Not necessarily. There are a lot of things to consider when optimizing assembly. To name a few you have to know how many bytes the binary takes up, branching, instruction execution time and throughput.

From a simple test of

int test(int k) {
    int n = 0;

    if(k == 5) {
        n = k;
    }

    return n;
}

we get this assembly

int test(int):
    xor     eax, eax  ; int n = 0;  Zero out eax, the return register
    cmp     ecx, 5    ; if(k == 5); Compare edi (the register taking in the input) to 5
    cmovne  ecx, eax  ;   k = 0;    If ecx (k) was not equal to 5, zero it out
    mov     eax, ecx  ; n = k;      Set eax (the return value) to ecx (k)
    ret               ; return n;

As we can see this is not moving literal 5 into the n. In fact it's conditionally moving 0 into k, and then moving k into n.

To understand why we need to look at another piece of assembly

xor eax, eax ; Zero out eax, the return register.
cmp ecx, 5   ; Compare ecx ('k') to 5
jne Return   ; If k is not equal to five, jump to return
mov eax, 5   ; Move 5 into the return register
Return:
ret          ; Return

This is the same number of instructions, but the compiler can see some glaring problems. The first is the conditional jump, which can suffer from a branch prediction failure. The next is that while this is the same number of instructions, it takes more bytes to represent those instructions.

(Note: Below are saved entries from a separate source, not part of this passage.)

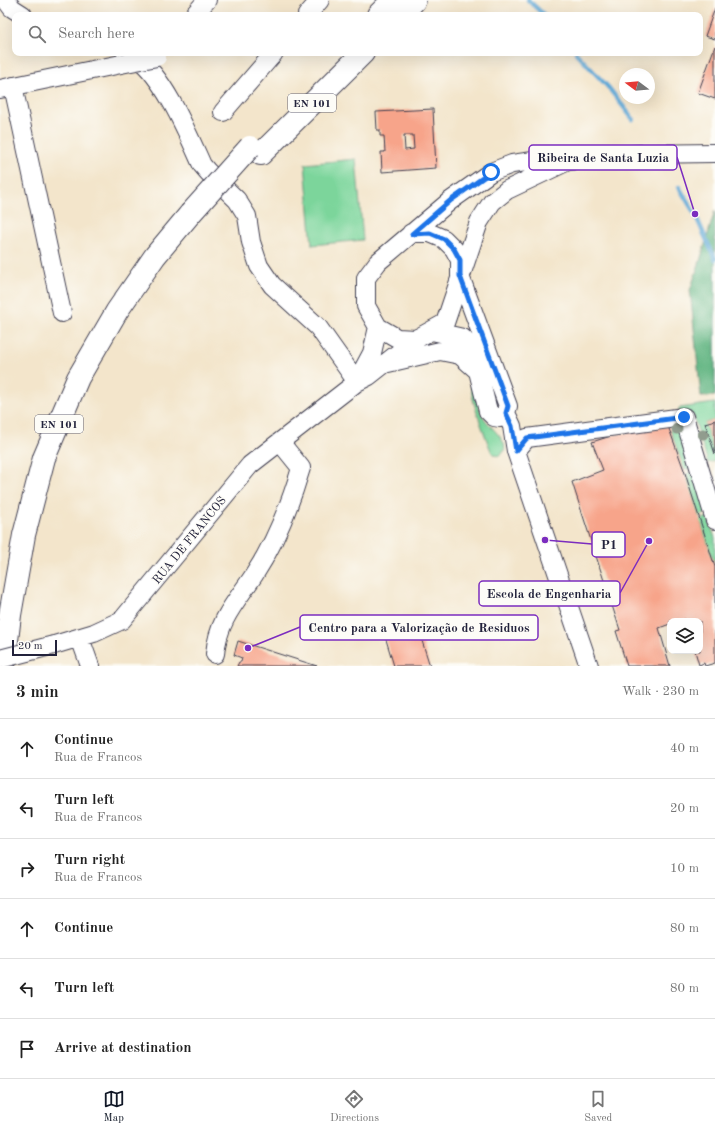 <!DOCTYPE html>
<html lang="en">
<head>
<meta charset="utf-8">
<style>
  :root { --surface:#fff; --page:#f2f2f2; --text:#222; --muted:#767676; --line:#e0e0e0; --accent:#111827 }
  body { margin:0; font-family:"Old Standard TT",serif; background:var(--page); color:var(--text) }
  .controls { position:absolute; right:12px; bottom:12px; display:grid; overflow:hidden; border-radius:8px; box-shadow:0 4px 16px #0002 }
  .controls button { width:36px; height:36px; display:grid; place-items:center; padding:0; border:0; border-bottom:1px solid var(--line); background:var(--surface); color:var(--text); font:20px sans-serif }
  .compass { position:absolute; left:619px; top:68px; width:36px; height:36px; border-radius:50%; background:var(--surface); box-shadow:0 4px 16px #0002; rotate:286deg }
  .scale { position:absolute; left:12px; bottom:10px; width:45px; box-sizing:border-box; padding-left:4px; border:2px solid #22223b; border-top:0; font-size:11px; line-height:14px; white-space:nowrap; color:#22223b; -webkit-text-stroke:3px #fdfcf7; paint-order:stroke }
  .stop { position:absolute; width:12px; height:12px; margin:-9px; border:3px solid #1a73e8; border-radius:50%; background:#fff }
  .stop.end { background:#1a73e8; border-color:#fff; box-shadow:0 1px 4px #0008 }
  .list { margin:0; padding:0; list-style:none }
  h2 { display:flex; justify-content:space-between; align-items:center; height:52px; margin:0; padding:0 16px; font-size:17px }
  h2 small { font-size:13px; font-weight:400; color:var(--muted) }
  .list li { display:grid; grid-template-columns:26px 1fr auto; gap:12px; align-items:center; box-sizing:border-box; height:60px; padding:0 16px; border-top:1px solid var(--line) }
  .list b { display:block; font-size:15px; white-space:nowrap }
  .list p { margin:0; font-size:13px; white-space:nowrap; color:var(--muted) }
  .list em { font-size:13px; font-style:normal; color:var(--muted) }
  .icon { flex:none; width:22px; height:22px; fill:none; stroke:currentColor; stroke-width:2; stroke-linecap:round; stroke-linejoin:round }
  .map { position:relative; flex:none; width:715px; height:666px; overflow:hidden }
  .search { position:absolute; background:var(--surface); box-shadow:0 4px 16px #0002; left:12px; right:12px; top:12px; height:44px; display:flex; align-items:center; gap:10px; box-sizing:border-box; padding:0 14px; border-radius:8px; color:var(--muted); font-size:15px }
  .sheet { height:412px; background:var(--surface) }
  nav { display:flex; justify-content:space-around; align-items:center; box-sizing:border-box; height:56px; border-top:1px solid var(--line); background:var(--surface); font-size:11px; color:var(--muted) }
  nav a { display:grid; justify-items:center; gap:2px }
  nav .on { color:var(--accent) }
  .map>svg:first-child { display:block }
</style>
</head>
<body>
<div class="map">
<svg width="715" height="666" viewBox="0 0 715 666">
  <rect width="100%" height="100%" fill="#fdfcf7"/>
  <filter id="ink" filterUnits="userSpaceOnUse"><feTurbulence type="fractalNoise" baseFrequency=".025" numOctaves="2"/><feDisplacementMap in="SourceGraphic" scale="8" xChannelSelector="R" yChannelSelector="G"/><feConvolveMatrix kernelMatrix="1 2 1 2 8 2 1 2 1" color-interpolation-filters="sRGB"/></filter>
  <filter id="wash" filterUnits="userSpaceOnUse"><feTurbulence type="fractalNoise" baseFrequency=".012" numOctaves="4" result="noise"/><feDisplacementMap in="SourceGraphic" scale="16" xChannelSelector="R" yChannelSelector="G"/><feGaussianBlur stdDeviation="0.9" result="paint"/><feColorMatrix in="noise" values="0 0 0 0 0 0 0 0 0 0 0 0 0 0 0 0 0 1.4 0 .05"/><feComposite in="paint" operator="in"/></filter>
  <g filter="url(#wash)">
    <rect width="100%" height="100%" fill="#f3e5cb"/>
    <path fill="#7bd59b" stroke="#4e7c6b" d="M356 159 363 240 312 245 305 164Z
      M471 385 473 388C477 398 479 410 484 418 490 428 516 446 499 456L494 455 491 451C486 438 470 398 471 385Z
      M715 403V420L705 423 715 455V461L708 463 693 415 679 413V408Z
      M680 426 693 467 684 470 670 430Z
      M694 471 706 513 699 517 686 474Z
      M708 517 715 538V561H713L700 520Z"/>
    <path fill="#64b683" stroke="#436c5f" d="M715 210V396L701 397 690 290 700 261Z"/>
    <g fill="none" stroke-linecap="round" stroke-linejoin="round">
      <path stroke="#5da7d5" stroke-width="4.5" d="M528 0 544 15
        M576 53 608 87 633 119
        M679 187 695 214 715 259"/>
    </g>
    <g id="blocks">
      <path fill="#f7a48a" fill-rule="evenodd" d="M715 8V39L705 36Z
        M715 46V99L698 93Z
        M433 109 436 168 382 172 381 152H385L384 136H380V130H377L376 112ZM404 135H413L414 149 405 150Z
        M715 420V454L705 423Z
        M668 426 684 470 715 567V663L705 666 704 663 699 665 695 651H700V621H685V619L679 621H670V624L659 628 670 666H627L616 631 620 630 572 482 603 470 592 442 614 435Z
        M416 622 430 666H394L384 633Z
        M238 641 317 666H237L239 662H241L242 658 234 655Z"/>
    </g>
  </g>
  <g filter="url(#ink)">
    <use href="#blocks" fill-opacity="0" stroke="#413f51" stroke-width="1"/>
    <g fill="none" stroke-linecap="round" stroke-linejoin="round">
      <g stroke="#413f51" stroke-width="20">
        <path id="minor" d="M6 0 12 8 23 15
          M194 15 207 0
          M307 15 320 0
          M126 53C129 54 134 56 137 58 164 77 188 134 202 165L208 172 237 200 247 216 251 242 259 266 272 285 318 327 357 382
          M13 86 62 313
          M0 89 121 64
          M223 112 274 53
          M432 331 463 338 474 352 478 371
          M416 339 397 338 378 327 366 306V278L378 262 450 201 491 172 512 164 540 160 568 161 640 154 715 153
          M388 363 440 351 460 355 478 371 488 411 494 417 500 418 506 413 508 406 460 276V260L454 249 444 239 430 233H411
          M357 381 372 353 378 327
          M506 413 512 426 516 451 589 666
          M516 451 527 438 684 417 715 520
          M80 638 90 666
          M54 645 94 633 122 620 250 465 357 382 369 376 416 339 445 323 479 222 492 202 507 190 568 161
          M215 654C218 620 236 602 254 575 275 543 290 505 301 468L280 442"/>
      </g>
      <g stroke="#413f51" stroke-width="24">
        <path id="highway" d="M378 15 393 0
          M401 15 415 0
          M261 154 363 53
          M4 666 10 615 24 535 44 458 78 378 117 311 155 256 190 214"/>
      </g>
      <use href="#minor" stroke="#fff" stroke-width="18"/>
      <use href="#highway" stroke="#fff" stroke-width="22"/>
      <g stroke="#413f51" stroke-width="20" stroke-linecap="butt">
        <path id="minor-bridge" d="M121 64 157 57
          M0 659 54 645"/>
      </g>
      <g stroke="#413f51" stroke-width="24" stroke-linecap="butt">
        <path id="highway-bridge" d="M190 214 250 147"/>
      </g>
      <use href="#minor-bridge" stroke="#fff" stroke-width="18"/>
      <use href="#highway-bridge" stroke="#fff" stroke-width="22"/>
    </g>
    <g fill="#919c8e">
      <circle cx="677" cy="429" r="5.5"/>
      <circle cx="703" cy="434" r="5.5"/>
    </g>
  </g>
  <g fill="none" stroke-linecap="round" stroke-linejoin="round" filter="url(#ink)">
    <path stroke="#1a73e8" stroke-width="5" d="M491 172 450 201 412 234 430 233 444 239 454 249 460 260V276L508 406 506 413 512 426 516 451 527 438 684 417"/>
  </g>
  <g text-anchor="middle" stroke-width="3" stroke-linejoin="round" paint-order="stroke">
    <g fill="#fdfcf7" stroke="#646373" stroke-width="1">
      <rect x="288" y="94" width="48" height="18" rx="3"/>
      <rect x="35" y="415" width="48" height="18" rx="3"/>
    </g>
    <g font-size="11" font-weight="bold" fill="#22223b">
      <text x="312" y="107">EN 101</text>
      <text x="59" y="428">EN 101</text>
    </g>
    <g font-size="12" fill="#22223b" stroke="#fdfcf7">
      <text transform="translate(189 540) rotate(-51)" y="4">RUA DE FRANCOS</text>
    </g>
  </g>
  <path fill="none" stroke="#7b2cbf" stroke-width="1.5" d="M695 214L677 157M545 540L592 544M649 541L620 593M248 648L300 627"/>
  <g fill="#7b2cbf" stroke="#fdfcf7" stroke-width="1.5">
    <circle cx="695" cy="214" r="4"/>
    <circle cx="545" cy="540" r="4"/>
    <circle cx="649" cy="541" r="4"/>
    <circle cx="248" cy="648" r="4"/>
  </g>
  <g fill="#fdfcf7" stroke="#7b2cbf" stroke-width="1.5">
    <rect x="529" y="145" width="148" height="25" rx="4"/>
    <rect x="592" y="532" width="33" height="25" rx="4"/>
    <rect x="479" y="581" width="141" height="25" rx="4"/>
    <rect x="300" y="615" width="238" height="25" rx="4"/>
  </g>
  <g font-size="13" text-anchor="middle" font-weight="bold" fill="#22223b">
    <text x="603" y="162">Ribeira de Santa Luzia</text>
    <text x="609" y="549">P1</text>
    <text x="549" y="598">Escola de Engenharia</text>
    <text x="419" y="632">Centro para a Valorização de Residuos</text>
  </g>
</svg>
<div class="controls">
<button><svg class="icon" aria-label="layers" viewBox="0 0 24 24"><path d="M12 4l9 5-9 5-9-5zM3 14l9 5 9-5"/></svg></button>
</div>
<svg class="compass" viewBox="-18 -18 36 36"><path d="M0-13l5 13h-10z" fill="#e53935"/><path d="M0 13l5-13h-10z" fill="#767676"/></svg>
<div class="scale">20 m</div>
<div class="stop" style="left:491px;top:172px"></div>
<div class="stop end" style="left:684px;top:417px"></div>
<div class="search"><svg class="icon" aria-label="search" viewBox="0 0 24 24"><circle cx="10" cy="10" r="6"/><path d="M15 15l6 6"/></svg>Search here</div>
</div>
<section class="sheet">
<h2>3 min<small>Walk · 230 m</small></h2>
<ul class="list">
<li><svg class="icon" aria-label="ahead" viewBox="0 0 24 24"><path d="M12 20V5M6 11l6-6 6 6"/></svg><div><b>Continue</b><p>Rua de Francos</p></div><em>40 m</em></li>
<li><svg class="icon" aria-label="left" viewBox="0 0 24 24"><path d="M17 20v-9H6M10 6l-5 5 5 5"/></svg><div><b>Turn left</b><p>Rua de Francos</p></div><em>20 m</em></li>
<li><svg class="icon" aria-label="right" viewBox="0 0 24 24"><path d="M7 20v-9h11M14 6l5 5-5 5"/></svg><div><b>Turn right</b><p>Rua de Francos</p></div><em>10 m</em></li>
<li><svg class="icon" aria-label="ahead" viewBox="0 0 24 24"><path d="M12 20V5M6 11l6-6 6 6"/></svg><div><b>Continue</b></div><em>80 m</em></li>
<li><svg class="icon" aria-label="left" viewBox="0 0 24 24"><path d="M17 20v-9H6M10 6l-5 5 5 5"/></svg><div><b>Turn left</b></div><em>80 m</em></li>
<li><svg class="icon" aria-label="arrive" viewBox="0 0 24 24"><path d="M6 21V4h12l-3 4 3 4H6"/></svg><div><b>Arrive at destination</b></div></li>
</ul>
</section>
<nav>
<a class="on"><svg class="icon" aria-label="map" viewBox="0 0 24 24"><path d="M3 6l6-2 6 2 6-2v14l-6 2-6-2-6 2zM9 4v14M15 6v14"/></svg>Map</a>
<a><svg class="icon" aria-label="directions" viewBox="0 0 24 24"><path d="M12 3l9 9-9 9-9-9zM9 14v-3h6M13 9l2 2-2 2"/></svg>Directions</a>
<a><svg class="icon" aria-label="saved" viewBox="0 0 24 24"><path d="M7 4h10v16l-5-4-5 4z"/></svg>Saved</a>
</nav>
</body>
</html>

The two differing instructions that MSVC produces are

0f 45 c8     cmovne ecx, eax
89 c8        mov eax, ecx

whereas the jumping version produces

75 05             jne Return
b8 05 00 00 00    mov eax, 5

As we can see MSVC's version requires 2 fewer bytes to represent. The version you describe is bad for the instruction cache. Getting into the details of cache lines, memory loads, instruction decoding, and instruction scheduling would take hours. But it boils down to this: keep data small, use as little of a cache line as possible for a single entry, pack as much other data entries as you can into the cache lines. You might wonder why moving 5 into eax takes so many more bytes to represent, the answer is that it is moving a DWORD (4 byte integer) into the register, and to move a DWORD, you need 4 bytes. Whereas with the moving between registers, there are only a handful of registers accessible in your CPU, and thus they can be represented in a single byte.

There are a lot of other optimizations we can and cannot see here. For instance, zeroing data is not done with a mov, but an xor. This is because xor'ing something against eax is such a common task that it only takes one byte to represent the mnemonic, plus one more byte for the other register. Additionally, this xor'ing practice is so common that it is almost guaranteed that your CPU is decoding it into a very simple move, again going over instruction decoding and scheduling would take hours.

Some other things that were optimized away were pushing a stack frame, and using the stack for mutable storage.

In the end, you shouldn't worry about things like this. There are times where micro-optimization is important, but usually the compiler knows better than you. They've read the C++ spec, they've read the x86 software developers guide, and they work directly with CPU manufactures to improve their compilers.

I highly recommend Matt Godbolt's (the guy who made the compiler explorer that let's me easily view the generated assembly) talk What has my compiler done for me lately if you are interested in learning some of the nuances a compiler considers when optimizing code.